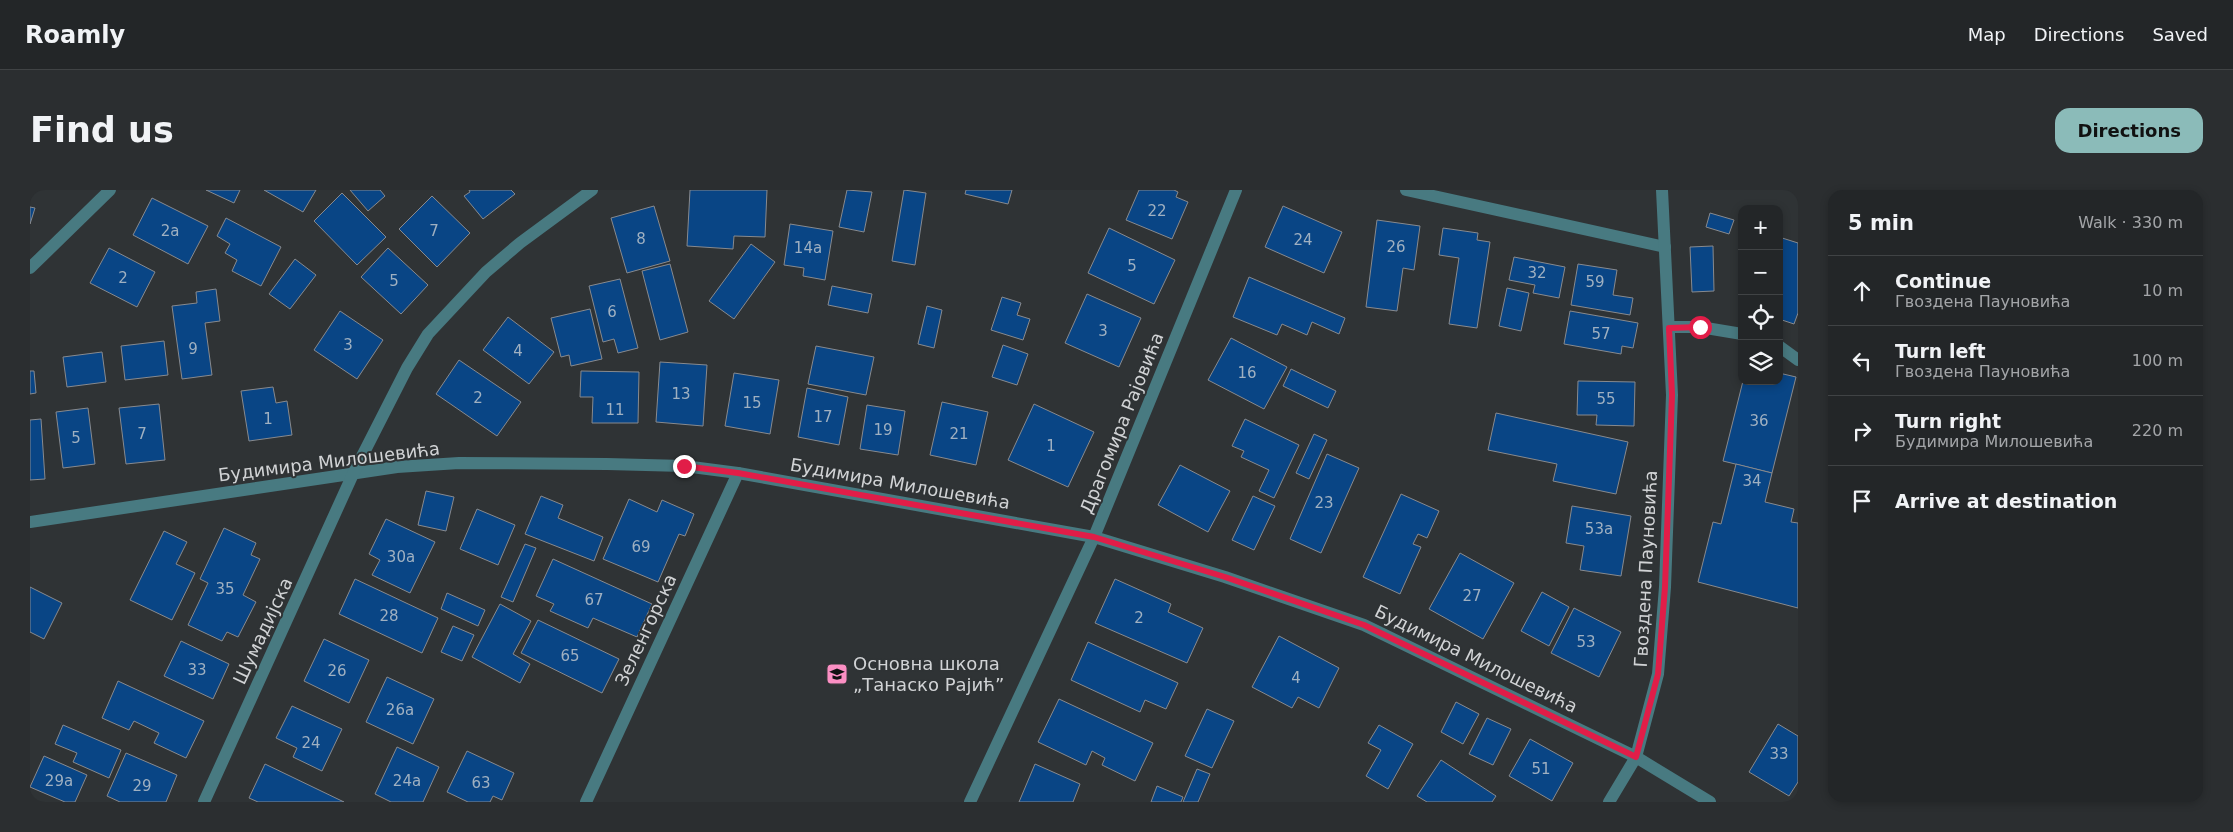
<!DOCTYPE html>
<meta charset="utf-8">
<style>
body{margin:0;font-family:"DejaVu Sans",sans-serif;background:#2b2e30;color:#f1f3f6}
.controls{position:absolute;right:15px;top:15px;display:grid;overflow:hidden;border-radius:10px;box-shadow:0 2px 8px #0003}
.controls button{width:45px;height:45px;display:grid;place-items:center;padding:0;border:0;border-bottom:1px solid #404345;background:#232628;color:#f1f3f6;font:25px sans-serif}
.stop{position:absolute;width:15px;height:15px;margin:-11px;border:4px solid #e11d48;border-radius:50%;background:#fff}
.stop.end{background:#e11d48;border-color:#fff;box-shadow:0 1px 5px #0008}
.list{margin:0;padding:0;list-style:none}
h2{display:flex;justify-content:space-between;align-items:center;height:65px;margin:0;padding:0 20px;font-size:21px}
h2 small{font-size:16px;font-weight:400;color:#a3a5a8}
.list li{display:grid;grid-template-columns:32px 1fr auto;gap:15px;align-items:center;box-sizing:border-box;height:70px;padding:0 20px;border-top:1px solid #404345}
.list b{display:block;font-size:19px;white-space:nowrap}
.list p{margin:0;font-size:16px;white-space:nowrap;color:#a3a5a8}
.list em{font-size:16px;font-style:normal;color:#a3a5a8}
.icon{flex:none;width:28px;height:28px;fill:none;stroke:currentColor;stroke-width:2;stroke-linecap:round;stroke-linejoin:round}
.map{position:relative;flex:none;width:1768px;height:612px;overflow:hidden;border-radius:15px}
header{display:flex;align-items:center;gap:30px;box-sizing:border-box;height:70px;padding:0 25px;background:#232628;border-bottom:1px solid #404345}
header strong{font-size:24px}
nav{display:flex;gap:28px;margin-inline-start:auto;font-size:18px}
.intro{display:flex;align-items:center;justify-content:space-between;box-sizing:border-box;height:120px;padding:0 30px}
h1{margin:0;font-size:35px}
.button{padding:12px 22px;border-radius:15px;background:#8bbbb9;color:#111;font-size:18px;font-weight:700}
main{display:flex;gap:30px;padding:0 30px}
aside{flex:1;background:#232628;border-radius:15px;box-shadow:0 2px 8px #0003}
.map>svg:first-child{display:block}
.building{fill:#094585;stroke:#888a8e}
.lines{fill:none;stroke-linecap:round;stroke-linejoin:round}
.minor{stroke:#487a81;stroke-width:12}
.route{stroke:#e11d48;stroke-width:6}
.labels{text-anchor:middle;stroke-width:4;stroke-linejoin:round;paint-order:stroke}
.number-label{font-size:15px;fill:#9fb0c1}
.street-label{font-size:18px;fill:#d1d3d5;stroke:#2f3335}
.poi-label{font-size:18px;fill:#d1d3d5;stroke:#2f3335;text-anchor:start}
</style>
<header>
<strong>Roamly</strong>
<nav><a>Map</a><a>Directions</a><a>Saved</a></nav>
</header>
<div class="intro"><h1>Find us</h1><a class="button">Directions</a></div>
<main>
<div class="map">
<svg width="1768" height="612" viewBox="0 0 1768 612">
<rect width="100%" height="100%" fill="#2f3335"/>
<g class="building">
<polygon points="176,0 210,0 204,13"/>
<polygon points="234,0 286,0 273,22"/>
<polygon points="320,0 350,0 355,6 338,21"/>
<polygon points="439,0 481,0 485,4 453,29 434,6 440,2"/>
<polygon points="660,0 737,0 735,47 704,46 703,59 657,56"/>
<polygon points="817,0 842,2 834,42 809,37"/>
<polygon points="874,0 896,3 885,75 862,71"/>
<polygon points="936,0 982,0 978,14 935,4"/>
<polygon points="1109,0 1144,0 1148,2 1146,7 1158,12 1142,49 1096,30"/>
<polygon points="312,3 356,47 327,75 284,31"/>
<polygon points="402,6 440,43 407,77 369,39"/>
<polygon points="122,8 178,36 158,74 103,45"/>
<polygon points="624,16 640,71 597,83 581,28"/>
<polygon points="1253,16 1312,42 1294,83 1235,57"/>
<polygon points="0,17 5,18 0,34"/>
<polygon points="1680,23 1704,30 1699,44 1676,37"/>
<polygon points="196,28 251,57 231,96 202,81 207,70 195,63 200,54 187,46"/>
<polygon points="1347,30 1390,36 1384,80 1373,78 1367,121 1336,117"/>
<polygon points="760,34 803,41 795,90 773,86 774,78 754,75"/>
<polygon points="1079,38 1145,70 1124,114 1058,83"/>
<polygon points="1413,38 1448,43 1447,50 1460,52 1447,138 1419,134 1429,68 1409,65"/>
<polygon points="1749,47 1768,53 1768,123 1764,134 1749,129"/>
<polygon points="721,54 745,72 704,129 679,111"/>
<polygon points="1683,56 1684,101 1662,102 1660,57"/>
<polygon points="79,58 125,82 107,117 60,93"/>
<polygon points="358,58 398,95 371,124 331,87"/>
<polygon points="1484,67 1535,77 1529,108 1503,103 1505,95 1479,90"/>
<polygon points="265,69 286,85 260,119 239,104"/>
<polygon points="640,74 658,142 630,150 612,81"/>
<polygon points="1548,74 1587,80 1583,105 1603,108 1600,125 1541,115"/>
<polygon points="1219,87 1315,128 1309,144 1282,132 1277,145 1252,134 1247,145 1203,127"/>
<polygon points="590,89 608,158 588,163 584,149 573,152 559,96"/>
<polygon points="802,96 842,104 838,123 798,115"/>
<polygon points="1477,98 1499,103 1491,141 1469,136"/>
<polygon points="186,99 190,131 175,133 182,185 152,189 142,116 167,113 166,102"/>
<polygon points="1057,104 1111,128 1089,177 1035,153"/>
<polygon points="972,107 991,113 987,125 1000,129 993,150 961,140"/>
<polygon points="897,116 912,120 904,158 888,154"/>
<polygon points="560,119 572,169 541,176 539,165 531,167 521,128"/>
<polygon points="310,121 353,150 327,189 284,160"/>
<polygon points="1540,121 1608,133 1603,158 1592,156 1591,164 1534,154"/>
<polygon points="478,127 524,162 499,194 453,160"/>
<polygon points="1201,148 1257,177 1234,219 1178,190"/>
<polygon points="134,151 138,185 95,190 91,156"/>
<polygon points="973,155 998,164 987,195 962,187"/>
<polygon points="786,156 844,167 836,205 778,194"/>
<polygon points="72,162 76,192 37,197 33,167"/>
<polygon points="429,170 491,212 467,246 406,204"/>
<polygon points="630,172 677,175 673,236 626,232"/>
<polygon points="1261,179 1306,201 1298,218 1253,196"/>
<polygon points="0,181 4,181 6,203 0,204"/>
<polygon points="551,181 609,182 608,233 562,233 563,207 550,207"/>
<polygon points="704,183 749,190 740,244 695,236"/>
<polygon points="1749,183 1766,187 1742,283 1693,271 1713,191 1749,191"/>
<polygon points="1548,191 1605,192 1604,236 1566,235 1567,225 1547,225"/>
<polygon points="243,197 246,213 257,211 262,245 219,251 211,201"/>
<polygon points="777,198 818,207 809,255 768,247"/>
<polygon points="912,212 958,222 946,275 900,265"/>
<polygon points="129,214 135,270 96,274 89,218"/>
<polygon points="1004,214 1064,242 1038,297 978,270"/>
<polygon points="837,215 875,221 868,265 830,259"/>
<polygon points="58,218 65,274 33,278 26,222"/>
<polygon points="1466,223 1598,252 1586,304 1523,291 1527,274 1458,260"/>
<polygon points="11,229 15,289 0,290 0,230"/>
<polygon points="1215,229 1269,255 1244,308 1229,301 1239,280 1211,267 1214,261 1202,256"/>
<polygon points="1284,244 1297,250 1279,289 1266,283"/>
<polygon points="1297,264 1329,278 1291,363 1260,349"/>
<polygon points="1706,274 1742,283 1735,312 1764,319 1761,332 1768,333 1768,418 1668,392 1683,332 1691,334"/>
<polygon points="1150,275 1200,301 1178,342 1128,315"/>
<polygon points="396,301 424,307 416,341 388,335"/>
<polygon points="1371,304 1409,321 1397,348 1388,344 1383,354 1391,357 1370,404 1333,387"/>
<polygon points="511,306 533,315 528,328 573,347 564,371 495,344"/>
<polygon points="1223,306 1245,316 1224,360 1202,350"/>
<polygon points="599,309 627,322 632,310 664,324 655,346 649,344 628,392 573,369"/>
<polygon points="1542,316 1601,326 1591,386 1550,380 1554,356 1536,353"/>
<polygon points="447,319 485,335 468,375 430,359"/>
<polygon points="356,329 405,352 380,403 342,385 350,370 339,364"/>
<polygon points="194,338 226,353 221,365 230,369 213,405 226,412 208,447 197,442 192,451 158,435 178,393 170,389"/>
<polygon points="134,341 157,352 146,374 165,383 142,430 100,410"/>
<polygon points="495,354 506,358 483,412 471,407"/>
<polygon points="1430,363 1484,393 1453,449 1399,419"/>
<polygon points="523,369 622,414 607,447 563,428 558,438 520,421 524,414 506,406"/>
<polygon points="325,389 408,428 392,463 309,424"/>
<polygon points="1085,389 1141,414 1138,422 1173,438 1157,473 1065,433"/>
<polygon points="0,397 32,413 14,449 0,442"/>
<polygon points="1512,402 1539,417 1519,456 1491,441"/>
<polygon points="417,403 455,420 448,436 411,419"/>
<polygon points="470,414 501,431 483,464 500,474 490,493 442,467"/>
<polygon points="1544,418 1591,442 1569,487 1521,463"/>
<polygon points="508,430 589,469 572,503 491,463"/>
<polygon points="423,436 444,445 432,471 411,462"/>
<polygon points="1249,446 1309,478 1289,518 1268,507 1262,518 1222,497"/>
<polygon points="294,449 339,470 319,513 274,491"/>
<polygon points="151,451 199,474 183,509 134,486"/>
<polygon points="1058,452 1148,493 1136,519 1115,510 1110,522 1041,490"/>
<polygon points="357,487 404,509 383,554 336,532"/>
<polygon points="88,491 174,531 156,568 124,553 129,543 104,531 99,540 72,528"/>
<polygon points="1029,509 1123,553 1105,591 1072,575 1075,568 1062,561 1056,575 1008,552"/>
<polygon points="1426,512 1449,524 1433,554 1411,542"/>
<polygon points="262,516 312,539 292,581 263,567 267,558 246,548"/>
<polygon points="1177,519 1204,531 1182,578 1155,566"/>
<polygon points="1457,528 1481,539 1463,575 1439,564"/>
<polygon points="1748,534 1768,546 1768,592 1759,606 1719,582"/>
<polygon points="33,535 91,560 79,588 43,572 47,563 25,554"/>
<polygon points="1349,535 1383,554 1358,599 1336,586 1351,560 1338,553"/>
<polygon points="1500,549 1543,573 1522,611 1479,586"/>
<polygon points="367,557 409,577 393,612 361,612 345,604"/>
<polygon points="437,561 484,583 472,610 463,606 460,612 438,612 417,602"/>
<polygon points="96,563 147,585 136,612 90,612 77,606"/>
<polygon points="14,566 57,585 45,612 35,612 0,597"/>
<polygon points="1411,570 1466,606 1462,612 1397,612 1387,606"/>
<polygon points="235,574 314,612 228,612 219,608"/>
<polygon points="1005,574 1050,594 1043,612 989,612"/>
<polygon points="1167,579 1180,584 1168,612 1153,612"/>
<polygon points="1127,596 1153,607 1151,612 1121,612"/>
</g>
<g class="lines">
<g class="minor">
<polyline points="1376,0 1635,57"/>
<polyline points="0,78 80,0"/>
<polyline points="1639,137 1670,137 1712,144"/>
<polyline points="1749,156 1768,170"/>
<polyline points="0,332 367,277 429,273 577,274 654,276 708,283 1064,347 1195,387 1334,435 1606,567 1680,612"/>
<polyline points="174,612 323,284 377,178 398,144 456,82 490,53 562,0"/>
<polyline points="556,612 708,283"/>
<polyline points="940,612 1064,347 1206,0"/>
<polyline points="1579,612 1606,567 1628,484 1635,397 1642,205 1632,0"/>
</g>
</g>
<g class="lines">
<polyline class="route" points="654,276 708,283 1064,347 1195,387 1334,435 1606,567 1628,484 1635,397 1642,205 1639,138 1670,137"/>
</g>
<defs>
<g id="school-square" transform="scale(1.125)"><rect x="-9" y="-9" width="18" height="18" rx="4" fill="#fb8fc3" stroke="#2f3335"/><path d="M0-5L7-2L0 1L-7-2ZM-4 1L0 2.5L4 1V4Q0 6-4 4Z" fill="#111"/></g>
</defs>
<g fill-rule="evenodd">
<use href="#school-square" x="807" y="484"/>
</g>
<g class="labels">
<g class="number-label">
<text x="1127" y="26">22</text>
<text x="140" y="46">2a</text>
<text x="404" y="46">7</text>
<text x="611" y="54">8</text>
<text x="1273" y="55">24</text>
<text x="1366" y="62">26</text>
<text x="778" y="63">14a</text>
<text x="1102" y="81">5</text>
<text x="1507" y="88">32</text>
<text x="93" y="93">2</text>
<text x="364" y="96">5</text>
<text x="1565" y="97">59</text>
<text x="582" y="127">6</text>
<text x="1073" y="146">3</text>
<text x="1571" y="149">57</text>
<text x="318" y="160">3</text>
<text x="163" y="164">9</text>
<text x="488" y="166">4</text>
<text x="1217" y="188">16</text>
<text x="651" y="209">13</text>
<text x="448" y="213">2</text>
<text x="1576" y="214">55</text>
<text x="722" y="218">15</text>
<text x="585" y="225">11</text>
<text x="793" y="232">17</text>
<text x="238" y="234">1</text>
<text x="1729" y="236">36</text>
<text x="853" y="245">19</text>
<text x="112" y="249">7</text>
<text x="929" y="249">21</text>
<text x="46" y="253">5</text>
<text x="1021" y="261">1</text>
<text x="1722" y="296">34</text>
<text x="1294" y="318">23</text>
<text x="1569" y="344">53a</text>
<text x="611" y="362">69</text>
<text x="371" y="372">30a</text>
<text x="195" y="404">35</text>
<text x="1442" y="411">27</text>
<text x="564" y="415">67</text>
<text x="359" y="431">28</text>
<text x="1109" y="433">2</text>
<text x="1556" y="457">53</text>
<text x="540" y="471">65</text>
<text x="167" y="485">33</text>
<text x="307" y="486">26</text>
<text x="1266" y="493">4</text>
<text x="370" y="525">26a</text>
<text x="281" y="558">24</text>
<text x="1749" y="569">33</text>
<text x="1511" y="584">51</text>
<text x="29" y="596">29a</text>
<text x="377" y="596">24a</text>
<text x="451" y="598">63</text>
<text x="112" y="601">29</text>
</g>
<g class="street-label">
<text transform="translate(1092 233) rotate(-68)" y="6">Драгомира Рајовића</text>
<text transform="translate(299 272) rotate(-7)" y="6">Будимира Милошевића</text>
<text transform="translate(870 294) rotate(10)" y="6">Будимира Милошевића</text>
<text transform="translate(1616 379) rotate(-87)" y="6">Гвоздена Пауновића</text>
<text transform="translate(616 440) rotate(-65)" y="6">Зеленгорска</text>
<text transform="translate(233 441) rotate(-65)" y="6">Шумадијска</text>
<text transform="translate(1446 469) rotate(26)" y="6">Будимира Милошевића</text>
</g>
<g class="poi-label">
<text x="823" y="480">Основна школа<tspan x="823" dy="21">„Танаско Рајић”</tspan></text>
</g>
</g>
</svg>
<div class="controls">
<button>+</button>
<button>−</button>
<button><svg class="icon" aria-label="locate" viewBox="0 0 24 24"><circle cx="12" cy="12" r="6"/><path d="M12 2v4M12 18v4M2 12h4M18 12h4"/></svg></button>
<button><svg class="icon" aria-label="layers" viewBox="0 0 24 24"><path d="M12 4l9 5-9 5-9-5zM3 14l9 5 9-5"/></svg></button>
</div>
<div class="stop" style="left:1670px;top:137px"></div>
<div class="stop end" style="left:654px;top:276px"></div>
</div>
<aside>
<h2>5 min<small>Walk · 330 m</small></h2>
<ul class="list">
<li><svg class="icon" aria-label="ahead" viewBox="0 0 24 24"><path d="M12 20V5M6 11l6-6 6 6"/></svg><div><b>Continue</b><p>Гвоздена Пауновића</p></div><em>10 m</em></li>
<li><svg class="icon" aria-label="left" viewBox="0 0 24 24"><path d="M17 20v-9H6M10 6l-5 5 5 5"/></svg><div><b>Turn left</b><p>Гвоздена Пауновића</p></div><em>100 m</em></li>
<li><svg class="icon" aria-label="right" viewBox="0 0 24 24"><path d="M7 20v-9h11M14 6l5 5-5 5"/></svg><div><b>Turn right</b><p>Будимира Милошевића</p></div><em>220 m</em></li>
<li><svg class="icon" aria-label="arrive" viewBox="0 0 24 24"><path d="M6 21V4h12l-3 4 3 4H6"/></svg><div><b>Arrive at destination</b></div></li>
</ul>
</aside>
</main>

To do: Search the data for the string "controls" and copy out every line where it is found.

Exercise solution:
.controls{position:absolute;right:15px;top:15px;display:grid;overflow:hidden;border-radius:10px;box-shadow:0 2px 8px #0003}
.controls button{width:45px;height:45px;display:grid;place-items:center;padding:0;border:0;border-bottom:1px solid #404345;background:#232628;color:#f1f3f6;font:25px sans-serif}
<div class="controls">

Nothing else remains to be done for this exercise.